Bill Hamlin of Custom Mobile Bottling oversees a recent bottling at the Winemaker's Loft in Prosser.

Bill Hamlin of Custom Mobile Bottling oversees a recent bottling at the Winemaker’s Loft in Prosser.

Here are a few key things that a winery needs to consider when working with a mobile bottler:

Materials: The winery must supply all bottles, closures, capsules, labels, and cases. Other requirements include a leveling pad for the trailer, three-phase power capable of 60 amps, and access to potable water through a food-grade hose for sterilization and cleanup. Wine must be bottle-ready, at a temperature of at least 60F. This reduces condensation on the bottle, which can interfere with labeling, and eliminates expansion in the bottle.

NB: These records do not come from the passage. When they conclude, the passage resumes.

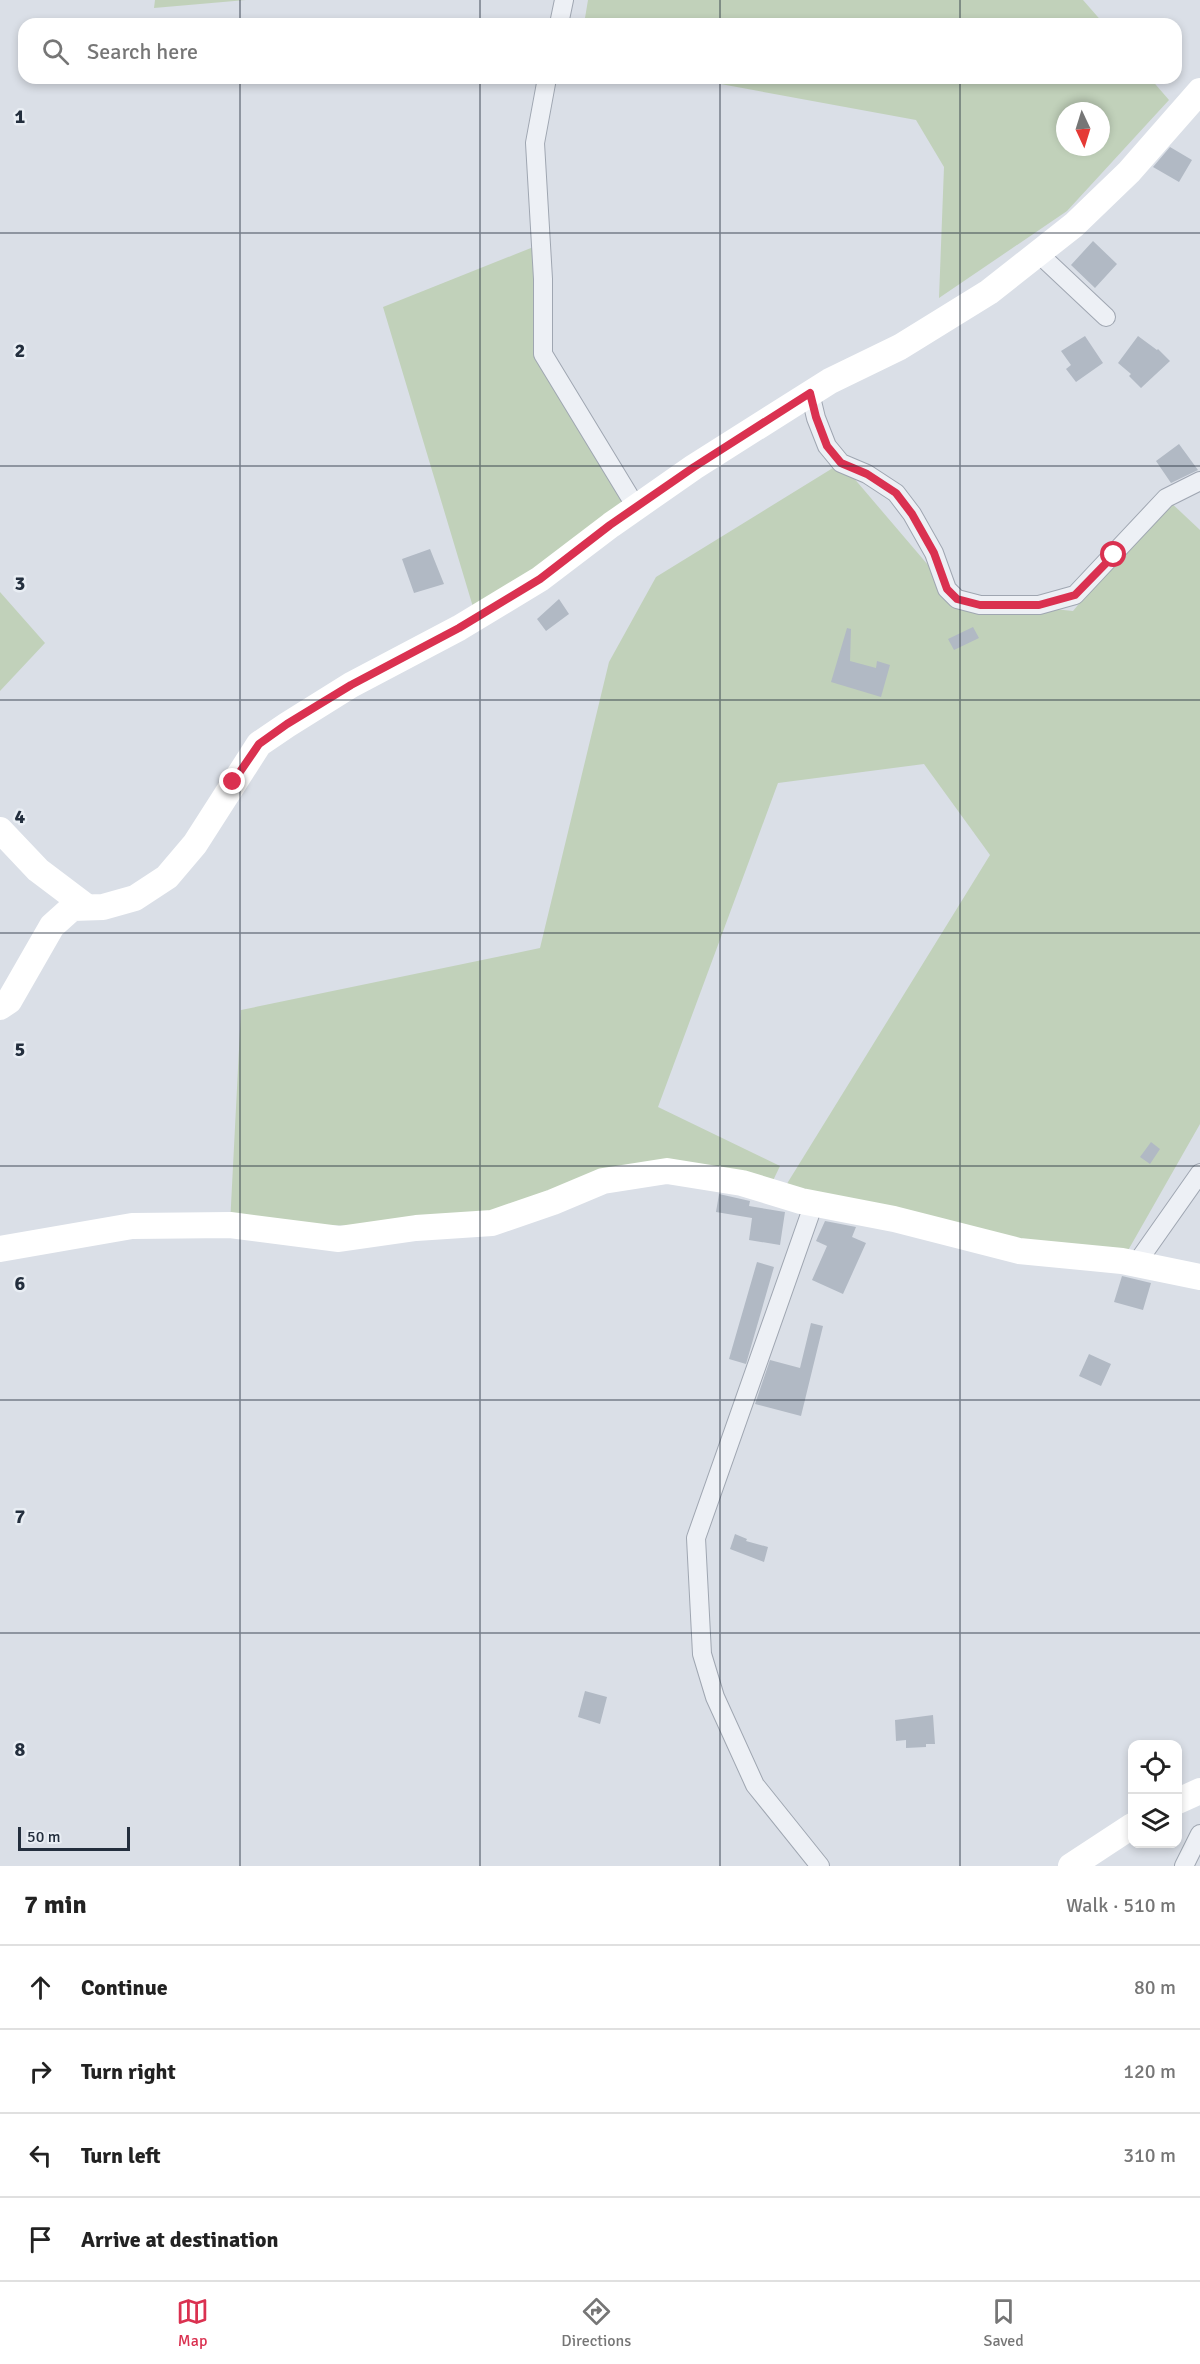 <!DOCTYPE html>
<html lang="en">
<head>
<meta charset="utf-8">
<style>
  body { margin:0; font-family:Signika,sans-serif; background:#f2f2f2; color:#222 }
  .controls { position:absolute; right:18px; bottom:18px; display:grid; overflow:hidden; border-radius:12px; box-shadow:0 3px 9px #0003 }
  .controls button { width:54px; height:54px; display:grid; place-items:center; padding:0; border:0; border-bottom:2px solid #e0e0e0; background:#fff; color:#222; font:30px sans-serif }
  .compass { position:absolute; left:1056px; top:102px; width:54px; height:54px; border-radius:50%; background:#fff; box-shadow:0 3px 9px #0003; rotate:176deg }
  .scale { position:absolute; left:18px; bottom:15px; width:112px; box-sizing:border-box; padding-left:6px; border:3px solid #232e3d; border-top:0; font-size:16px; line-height:21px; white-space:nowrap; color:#232e3d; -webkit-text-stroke:4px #e9eef4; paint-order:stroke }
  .stop { position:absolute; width:18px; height:18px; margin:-14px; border:4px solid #da3150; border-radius:50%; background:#fff }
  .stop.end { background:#da3150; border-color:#fff; box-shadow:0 2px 6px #0008 }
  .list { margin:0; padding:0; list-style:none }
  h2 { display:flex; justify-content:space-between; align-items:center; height:78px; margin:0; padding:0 24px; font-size:26px }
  h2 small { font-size:20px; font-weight:400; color:#767676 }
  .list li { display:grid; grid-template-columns:39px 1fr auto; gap:18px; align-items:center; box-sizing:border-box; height:84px; padding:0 24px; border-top:2px solid #e0e0e0 }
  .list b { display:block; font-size:22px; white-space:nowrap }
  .list em { font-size:20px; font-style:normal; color:#767676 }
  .icon { flex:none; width:33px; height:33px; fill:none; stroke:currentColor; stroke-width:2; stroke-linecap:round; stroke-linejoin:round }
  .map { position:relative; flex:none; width:1200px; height:1866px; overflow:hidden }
  .search { position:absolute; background:#fff; box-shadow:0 3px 9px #0003; left:18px; right:18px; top:18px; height:66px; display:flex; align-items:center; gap:15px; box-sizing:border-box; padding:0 21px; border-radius:18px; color:#767676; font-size:22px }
  .sheet { height:414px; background:#fff }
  nav { display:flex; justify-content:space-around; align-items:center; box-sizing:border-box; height:84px; border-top:2px solid #e0e0e0; background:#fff; font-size:16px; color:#767676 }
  nav a { display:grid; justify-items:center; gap:3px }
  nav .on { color:#da3150 }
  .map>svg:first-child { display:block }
  .green { fill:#c1d1ba; fill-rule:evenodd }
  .building { fill:#b1b9c4 }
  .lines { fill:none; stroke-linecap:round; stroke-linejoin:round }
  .street-casing { stroke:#9fa6b1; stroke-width:20 }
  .street { stroke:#edf0f5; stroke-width:18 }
  .secondary { stroke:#fff; stroke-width:26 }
  .route { stroke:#da3150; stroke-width:8 }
  .grid { fill:none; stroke:#232e3d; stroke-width:1.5; stroke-opacity:0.55 }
  .grid-label { font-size:20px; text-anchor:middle; font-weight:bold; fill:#232e3d; stroke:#e9eef4; stroke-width:5; stroke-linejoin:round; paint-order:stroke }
</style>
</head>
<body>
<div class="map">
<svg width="1200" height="1866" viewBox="0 0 1200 1866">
  <rect width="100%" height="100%" fill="#dadfe7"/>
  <path class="green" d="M155,0H246L154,8Z
    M588,0H1083L1104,24H584Z
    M688,78H1150L1169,100L1067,211L939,298L944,167L916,120ZM1065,111H1101V147H1065Z
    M541,244L544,354L636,507L476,617L383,307Z
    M841,463L957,599L1073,611L1166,498L1200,530V1124L1122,1261L780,1195L990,855L924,764L778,783L658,1107L780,1166L768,1191L618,1179L454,1226L230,1225L241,1010L540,948L609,662L656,577Z
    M0,592L45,643L0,691Z"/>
  <path class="building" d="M1170,147L1192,160L1179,182L1153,167Z
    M1093,241L1117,264L1095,288L1071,265Z
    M1085,336L1103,363L1076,382L1066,369L1071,365L1061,351Z
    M1138,336L1157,350L1158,349L1170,361L1141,388L1129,376L1131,374L1118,363Z
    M1179,444L1198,470L1171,483L1156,461Z
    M430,549L444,584L414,593L402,559Z
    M559,599L569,614L546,631L537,619Z
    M973,627L979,638L954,650L948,639Z
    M847,628L851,629L850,661L876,668L877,661L890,665L881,697L831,682Z
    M1151,1142L1160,1149L1150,1164L1140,1157Z
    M719,1194L750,1201L749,1206L785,1212L780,1245L749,1240L752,1218L716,1212Z
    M825,1221L856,1227L852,1237L866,1243L843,1294L812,1280L827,1246L816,1241Z
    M757,1262L774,1267L746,1364L729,1359Z
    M1122,1276L1151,1283L1143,1310L1114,1302Z
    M811,1323L823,1326L801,1416L755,1404L770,1360L800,1368Z
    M1089,1354L1111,1364L1101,1386L1079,1376Z
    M735,1534L747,1539L746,1541L768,1547L764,1562L730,1549Z
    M585,1691L607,1697L600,1724L578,1717Z
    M933,1715L935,1744H926V1747L906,1748V1740L896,1741L895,1720Z"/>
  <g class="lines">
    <g class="street-casing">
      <path id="street" d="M559,24L564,0
        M547,78L535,143L543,279V354L636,507
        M1039,254L1106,317
        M810,393L816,418L827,446L841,463L867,474L896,493L912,514L934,553L947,589L957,599L980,605H1039L1075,595L1166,498L1200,481
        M814,1203L696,1538L702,1654L715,1697L755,1785L820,1866
        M1136,1264L1200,1173
        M1184,1866L1200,1834"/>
    </g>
    <use href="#street" class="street"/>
    <path class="secondary" d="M0,830L38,870L87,907
      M0,1007L9,1001L52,926L72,908L103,907L135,898L167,877L195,844L259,744L287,725L351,685L459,628L540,579L611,525L694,467L830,381L900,347L989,292L1074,225L1129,172L1200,91
      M0,1249L132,1226L230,1225L339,1239L416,1228L492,1223L553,1202L603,1181L667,1171L742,1183L801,1201L894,1219L1019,1251L1122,1261L1200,1277
      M1178,1801L1200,1791
      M1071,1866L1132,1826"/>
  </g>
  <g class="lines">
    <path class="route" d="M233,782L259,744L287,724L351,685L459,628L540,579L610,525L694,467L810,393L816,417L827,446L841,463L867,474L896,493L912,514L934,553L947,589L957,599L980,605H1039L1075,595L1114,555"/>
  </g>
  <path class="grid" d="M240,0V24M480,0V24M720,0V24M960,0V24M240,78V1866M480,78V1866M720,78V1866M960,78V1866M0,233H1200M0,466H1200M0,700H1200M0,933H1200M0,1166H1200M0,1400H1200M0,1633H1200"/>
  <g class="grid-label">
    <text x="20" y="123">1</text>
    <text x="20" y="357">2</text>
    <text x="20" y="590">3</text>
    <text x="20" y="823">4</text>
    <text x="20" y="1056">5</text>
    <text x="20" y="1290">6</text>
    <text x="20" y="1523">7</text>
    <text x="20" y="1756">8</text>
  </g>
</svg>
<div class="controls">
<button><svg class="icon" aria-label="locate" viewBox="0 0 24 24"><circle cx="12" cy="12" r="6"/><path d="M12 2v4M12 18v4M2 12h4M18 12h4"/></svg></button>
<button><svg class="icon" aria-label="layers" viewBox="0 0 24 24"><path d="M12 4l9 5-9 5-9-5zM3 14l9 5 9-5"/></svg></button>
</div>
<svg class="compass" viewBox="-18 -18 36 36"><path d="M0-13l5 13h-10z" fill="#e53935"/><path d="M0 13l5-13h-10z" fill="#767676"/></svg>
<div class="scale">50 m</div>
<div class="stop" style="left:1114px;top:555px"></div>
<div class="stop end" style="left:233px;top:782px"></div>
<div class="search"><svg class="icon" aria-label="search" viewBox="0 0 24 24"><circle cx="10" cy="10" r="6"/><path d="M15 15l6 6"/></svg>Search here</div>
</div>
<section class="sheet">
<h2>7 min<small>Walk · 510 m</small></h2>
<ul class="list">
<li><svg class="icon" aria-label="ahead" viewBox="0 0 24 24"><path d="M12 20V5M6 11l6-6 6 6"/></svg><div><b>Continue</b></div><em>80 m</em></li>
<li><svg class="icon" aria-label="right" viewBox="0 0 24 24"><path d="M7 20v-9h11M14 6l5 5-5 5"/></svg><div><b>Turn right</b></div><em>120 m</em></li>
<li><svg class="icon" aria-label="left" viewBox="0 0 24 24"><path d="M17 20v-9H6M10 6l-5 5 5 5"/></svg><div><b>Turn left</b></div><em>310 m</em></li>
<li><svg class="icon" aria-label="arrive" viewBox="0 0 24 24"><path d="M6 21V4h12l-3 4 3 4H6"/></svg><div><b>Arrive at destination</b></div></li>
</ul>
</section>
<nav>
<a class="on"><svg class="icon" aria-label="map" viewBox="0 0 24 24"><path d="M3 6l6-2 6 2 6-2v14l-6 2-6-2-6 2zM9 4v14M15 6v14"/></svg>Map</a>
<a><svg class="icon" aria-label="directions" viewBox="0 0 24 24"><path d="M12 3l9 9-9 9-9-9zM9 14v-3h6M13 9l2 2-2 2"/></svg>Directions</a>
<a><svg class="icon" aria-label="saved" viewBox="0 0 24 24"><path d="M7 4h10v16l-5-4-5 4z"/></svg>Saved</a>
</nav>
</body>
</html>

Bill Hamlin of Custom Mobile bottling and David Scholz of Signature Bottling both require a sample of each bottle, cork, and capsule well in advance of the scheduled bottling, and recommend that wineries check their label designs with them.

Accessibility: Bottling lines are mobile, but they are not small. Wineries need space to park a 65-foot semitrailer truck, with access to necessary electrical hookups, whether through the facility’s wiring or from a generator. "One of the most important things I recommend to people is to have multiple locations for the bottler to hook up to," Mike Haddox, owner of the Winemakers Lift in Prosser, Washington, said. This is especially important if the bottling schedule might overlap with harvest. Wineries that plan on using the crush pad for bottling might find themselves squeezed for space.

Cost:Mobile bottlers all charge a daily minimum, but a run of more than 1,000 cases will probably exceed a single day. The cost can also be affected by the line speed. Most lines can run as many as 65 to 70 bottles per minute. That means somewhere around 30 hours to bottle 10,000 cases. But Hamlin often chooses to spend four or five hours on a bottling of less than 1,000 cases. "I can run my line speed at around one-third of what the big bottlers do," he said, explaining that the slower fill speed means less "bottle shock" to the wine, and that means the wine is ready for sale in a just a few days, instead of the month or more often required for wine to rest after bottling. Hamlin said that many of his customers report the slower fill speed can also translate into better wine. "They prove it time and time again with their wine scores," he said. "They see an increase of one to three points," an investment many of his clients are happy to make.